As @Doug M commented, it is one of the roots of

$$8x^3 - 4x^2 - 4x + 1 = 0$$

Using the trigonometric method for three real roots,we have $$\sin \left(\frac{\pi }{14}\right)=\frac{1}{6} \left(1+2 \sqrt{7} \sin \left(\frac{1}{3} \csc ^{-1}\left(2 \sqrt{7}\right)\right)\right)$$

Otherwise, using radicals $$\sin \left(\frac{\pi }{14}\right)=\frac{1}{6}-\frac{7^{2/3} \left(1-i \sqrt{3}\right)}{6\ 2^{2/3} \sqrt[3]{-1+3 i \sqrt{3}}}-\frac{1}{12} \left(1+i \sqrt{3}\right) \sqrt[3]{\frac{7}{2} \left(-1+3 i \sqrt{3}\right)}$$

The second and third terms are two of the roots of $$46656 x^6-1512 x^3+343=0$$ which is a quadratic in $x^3$.

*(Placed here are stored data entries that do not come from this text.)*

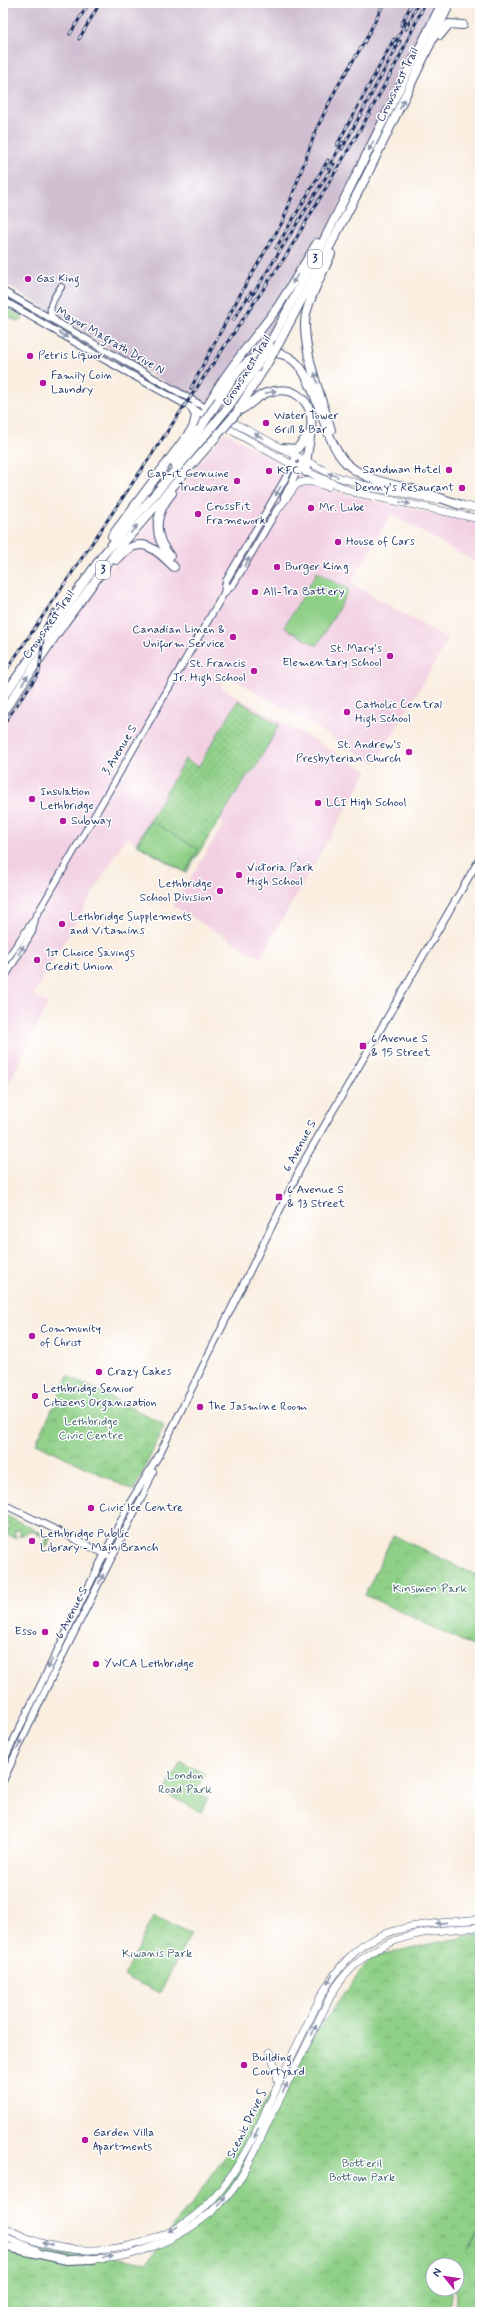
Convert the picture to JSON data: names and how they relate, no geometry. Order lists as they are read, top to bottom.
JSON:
{
  "streets": {
    "highway": ["Crowsnest Trail", "3"],
    "main road": [
      "Mayor Magrath Drive N",
      "3 Avenue S",
      "6 Avenue S",
      "Scenic Drive S"
    ]
  },
  "parks": [
    "Lethbridge Civic Centre",
    "Kinsmen Park",
    "London Road Park",
    "Kiwanis Park",
    "Botteril Bottom Park"
  ],
  "places": {
    "other": [
      "Gas King",
      "Petris Liquor",
      "Family Coin Laundry",
      "Water Tower Grill & Bar",
      "Sandman Hotel",
      "KFC",
      "Cap-it Genuine Truckware",
      "Denny's Resaurant",
      "Mr. Lube",
      "CrossFit Framework",
      "House of Cars",
      "Burger King",
      "All-Tra Battery",
      "Canadian Linen & Uniform Service",
      "St. Mary's Elementary School",
      "St. Francis Jr. High School",
      "Catholic Central High School",
      "St. Andrew’s Presbyterian Church",
      "Insulation Lethbridge",
      "LCI High School",
      "Subway",
      "Victoria Park High School",
      "Lethbridge School Division",
      "Lethbridge Supplements and Vitamins",
      "1st Choice Savings Credit Union",
      "Community of Christ",
      "Crazy Cakes",
      "Lethbridge Senior Citizens Organization",
      "The Jasmine Room",
      "Civic Ice Centre",
      "Lethbridge Public Library - Main Branch",
      "Esso",
      "YWCA Lethbridge",
      "Building Courtyard",
      "Garden Villa Apartments"
    ],
    "transit": ["6 Avenue S & 15 Street", "6 Avenue S & 13 Street"]
  },
  "north": "top left"
}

The solutions of $$46656 X^2-1512 X+343=0$$ are $$X_{1,2}=\frac{7}{432} \left(1\pm3 i \sqrt{3}\right)$$

1

$8x^3−4x^2−4x+1=0$

Where does this polynomial come from?

Suppose you take a regular polynomial and plot the coordinates.

Consider a n-gon, with one vertex on $(1,0)$ all the vertices one unit from the center, and the center at $(0,0).$

$(1,0)\\ (\cos \frac {2\pi}{n},\sin \frac {2\pi}{n})\\ (\cos \frac {4\pi}{n},\sin \frac {4\pi}{n})\\ \cdots\\ (\cos 2(n-1)\pi,\sin 2(n-1)\pi)$

If we average, or sum, all of these coordinates we get the center of the circle.

$1 + \cos\frac {2\pi}{n} + \cdots + \cos \frac {2(n-1)\pi}{n} = 0$

and similarly

$1 + \sin\frac {2\pi}{n} + \cdots + \sin {2(n-1)\pi}{n} = 0$

We could rotate the polygon to make one vertex associate with the angle $\frac {\pi}{14},$ but that isn't what I did. Instead, I kept the same orientation and said:

$\sin \frac {\pi}{14} = \cos (\frac {\pi}{2}-\frac {\pi}{14}) = -\cos (\frac {\pi}{2}+\frac {\pi}{14}) = -\cos \frac {4\pi}{7}$

Working with:

$1 + \cos\frac {2\pi}{7} + \cos\frac {4\pi}{7} + \cdots + \cos \frac {12\pi}{7} = 0$

This polygon has symmetry about the x-axis.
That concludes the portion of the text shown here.